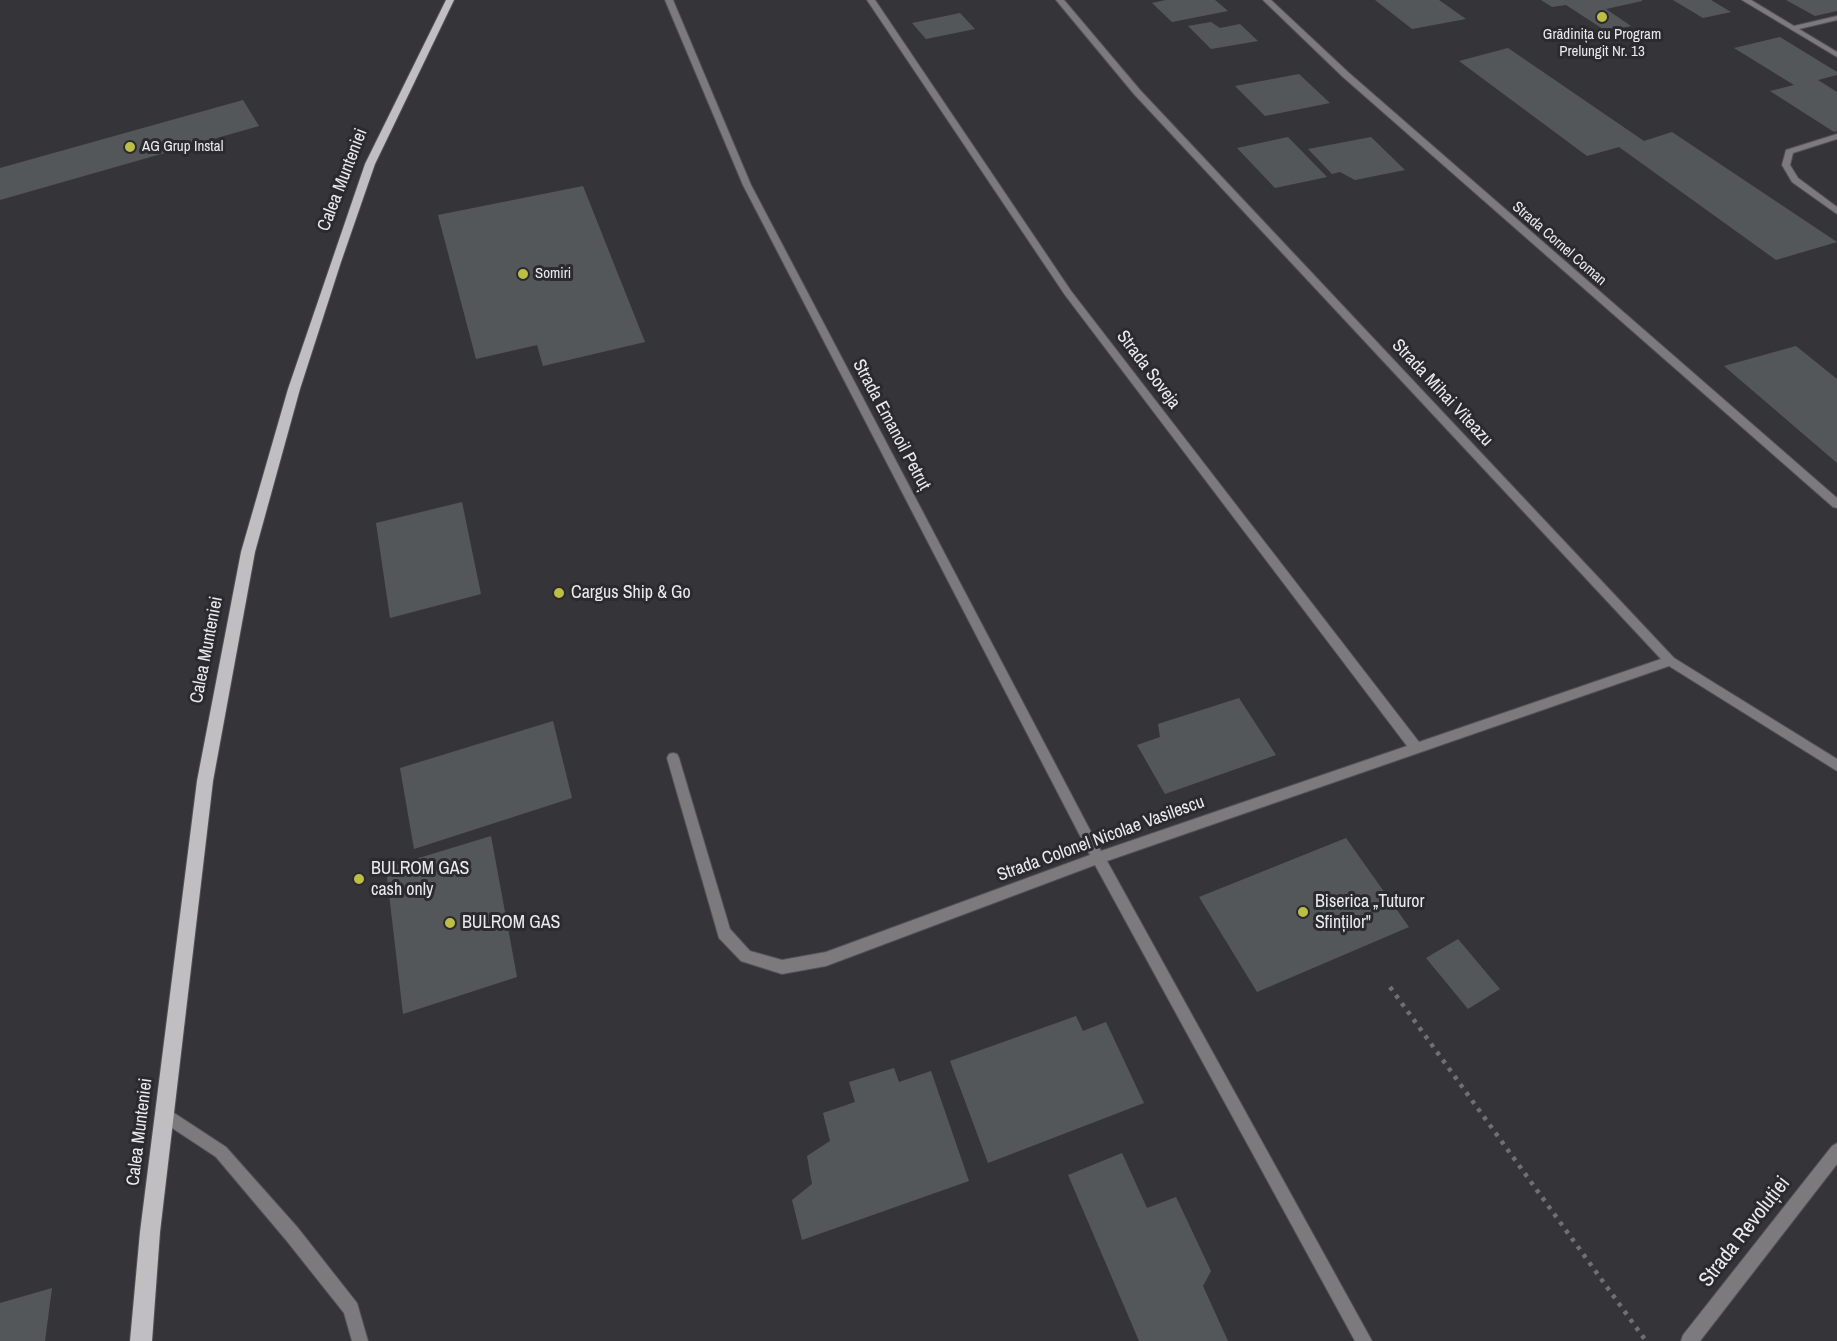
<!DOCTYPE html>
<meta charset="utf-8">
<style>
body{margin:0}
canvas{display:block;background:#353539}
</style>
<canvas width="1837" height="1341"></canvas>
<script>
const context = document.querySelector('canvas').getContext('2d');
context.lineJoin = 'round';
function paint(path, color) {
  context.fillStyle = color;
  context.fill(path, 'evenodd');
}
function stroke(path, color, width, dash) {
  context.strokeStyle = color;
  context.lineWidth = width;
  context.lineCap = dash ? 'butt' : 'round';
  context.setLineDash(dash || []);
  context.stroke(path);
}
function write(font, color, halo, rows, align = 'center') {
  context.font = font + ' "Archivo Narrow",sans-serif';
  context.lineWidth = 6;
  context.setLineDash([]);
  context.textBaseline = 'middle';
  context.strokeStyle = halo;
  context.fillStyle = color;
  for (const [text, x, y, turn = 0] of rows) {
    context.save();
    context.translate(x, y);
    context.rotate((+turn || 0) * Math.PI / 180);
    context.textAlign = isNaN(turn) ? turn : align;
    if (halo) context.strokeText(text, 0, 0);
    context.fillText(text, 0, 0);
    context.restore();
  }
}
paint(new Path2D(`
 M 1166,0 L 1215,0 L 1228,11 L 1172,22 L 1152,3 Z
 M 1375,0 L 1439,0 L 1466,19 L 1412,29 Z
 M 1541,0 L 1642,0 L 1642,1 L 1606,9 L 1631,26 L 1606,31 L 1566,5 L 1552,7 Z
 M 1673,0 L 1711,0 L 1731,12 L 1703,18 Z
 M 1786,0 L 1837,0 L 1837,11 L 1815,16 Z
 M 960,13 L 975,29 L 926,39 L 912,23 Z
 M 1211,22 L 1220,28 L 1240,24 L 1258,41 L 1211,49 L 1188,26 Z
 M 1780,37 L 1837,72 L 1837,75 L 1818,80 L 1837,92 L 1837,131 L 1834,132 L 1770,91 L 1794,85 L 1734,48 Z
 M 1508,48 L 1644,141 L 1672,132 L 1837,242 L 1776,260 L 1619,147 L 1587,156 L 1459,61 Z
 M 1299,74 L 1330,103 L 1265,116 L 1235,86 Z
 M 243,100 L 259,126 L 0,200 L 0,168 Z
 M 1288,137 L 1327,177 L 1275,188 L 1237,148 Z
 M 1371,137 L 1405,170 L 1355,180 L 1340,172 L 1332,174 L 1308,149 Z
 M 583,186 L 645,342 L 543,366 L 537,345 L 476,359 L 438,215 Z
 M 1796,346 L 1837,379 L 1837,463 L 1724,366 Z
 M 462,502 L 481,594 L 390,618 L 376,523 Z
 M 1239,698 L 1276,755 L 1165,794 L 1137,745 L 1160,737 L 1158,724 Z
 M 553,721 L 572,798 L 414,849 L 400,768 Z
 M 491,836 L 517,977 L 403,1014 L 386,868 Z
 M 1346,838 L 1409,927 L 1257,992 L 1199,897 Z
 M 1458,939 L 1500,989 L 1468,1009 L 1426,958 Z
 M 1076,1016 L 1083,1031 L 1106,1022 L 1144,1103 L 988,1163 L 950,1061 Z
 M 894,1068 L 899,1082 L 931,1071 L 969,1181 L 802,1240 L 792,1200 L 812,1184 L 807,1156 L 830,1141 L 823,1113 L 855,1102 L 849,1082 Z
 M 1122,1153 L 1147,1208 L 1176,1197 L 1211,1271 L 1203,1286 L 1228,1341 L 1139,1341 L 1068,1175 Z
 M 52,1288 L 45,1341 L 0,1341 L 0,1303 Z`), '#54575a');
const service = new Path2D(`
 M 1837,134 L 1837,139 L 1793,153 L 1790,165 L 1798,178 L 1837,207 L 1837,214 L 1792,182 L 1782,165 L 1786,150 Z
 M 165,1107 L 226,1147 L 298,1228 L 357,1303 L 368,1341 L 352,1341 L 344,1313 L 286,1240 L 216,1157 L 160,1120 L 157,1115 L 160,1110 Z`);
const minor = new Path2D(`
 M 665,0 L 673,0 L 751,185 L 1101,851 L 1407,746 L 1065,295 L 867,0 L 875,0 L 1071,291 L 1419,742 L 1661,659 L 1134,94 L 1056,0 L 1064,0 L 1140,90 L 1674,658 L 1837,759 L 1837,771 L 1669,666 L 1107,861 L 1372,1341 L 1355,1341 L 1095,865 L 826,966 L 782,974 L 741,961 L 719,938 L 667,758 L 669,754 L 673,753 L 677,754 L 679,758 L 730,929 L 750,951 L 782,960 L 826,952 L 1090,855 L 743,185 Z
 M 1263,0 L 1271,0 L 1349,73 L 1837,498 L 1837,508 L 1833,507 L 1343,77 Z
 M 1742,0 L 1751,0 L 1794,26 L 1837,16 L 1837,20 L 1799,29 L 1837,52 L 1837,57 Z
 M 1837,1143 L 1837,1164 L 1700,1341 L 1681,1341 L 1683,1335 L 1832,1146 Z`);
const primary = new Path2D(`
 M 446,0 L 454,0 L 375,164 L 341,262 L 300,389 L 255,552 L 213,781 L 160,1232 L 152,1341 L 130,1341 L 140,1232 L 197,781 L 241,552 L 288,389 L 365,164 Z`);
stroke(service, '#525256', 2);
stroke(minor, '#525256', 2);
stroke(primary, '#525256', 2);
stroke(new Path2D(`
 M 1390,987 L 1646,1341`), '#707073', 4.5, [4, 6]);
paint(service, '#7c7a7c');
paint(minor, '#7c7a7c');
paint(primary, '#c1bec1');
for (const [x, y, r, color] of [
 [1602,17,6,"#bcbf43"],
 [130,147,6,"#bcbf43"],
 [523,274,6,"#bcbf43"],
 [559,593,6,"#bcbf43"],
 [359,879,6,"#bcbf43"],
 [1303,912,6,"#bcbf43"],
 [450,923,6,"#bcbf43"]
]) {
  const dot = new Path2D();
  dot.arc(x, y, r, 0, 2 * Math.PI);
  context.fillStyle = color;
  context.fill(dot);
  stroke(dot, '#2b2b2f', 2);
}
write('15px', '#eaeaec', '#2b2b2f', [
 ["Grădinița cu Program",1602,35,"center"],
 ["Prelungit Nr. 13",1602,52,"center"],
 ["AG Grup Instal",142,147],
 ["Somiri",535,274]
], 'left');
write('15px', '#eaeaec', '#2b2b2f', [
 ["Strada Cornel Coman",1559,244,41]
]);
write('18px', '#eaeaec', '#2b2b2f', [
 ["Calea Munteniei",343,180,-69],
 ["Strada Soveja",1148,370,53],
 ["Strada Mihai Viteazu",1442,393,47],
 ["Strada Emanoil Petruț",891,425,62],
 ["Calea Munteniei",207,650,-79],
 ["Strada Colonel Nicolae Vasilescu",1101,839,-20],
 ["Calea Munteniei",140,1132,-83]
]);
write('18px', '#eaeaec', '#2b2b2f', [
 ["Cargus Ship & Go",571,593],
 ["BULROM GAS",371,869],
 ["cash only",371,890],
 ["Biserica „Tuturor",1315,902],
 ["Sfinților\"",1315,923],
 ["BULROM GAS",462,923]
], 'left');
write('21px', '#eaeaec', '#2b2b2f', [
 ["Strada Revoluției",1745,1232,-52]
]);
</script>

────────────────

Exercise
Pull every line containing "halo" out of the records.

Answer to this exercise
function write(font, color, halo, rows, align = 'center') {
  context.strokeStyle = halo;
    if (halo) context.strokeText(text, 0, 0);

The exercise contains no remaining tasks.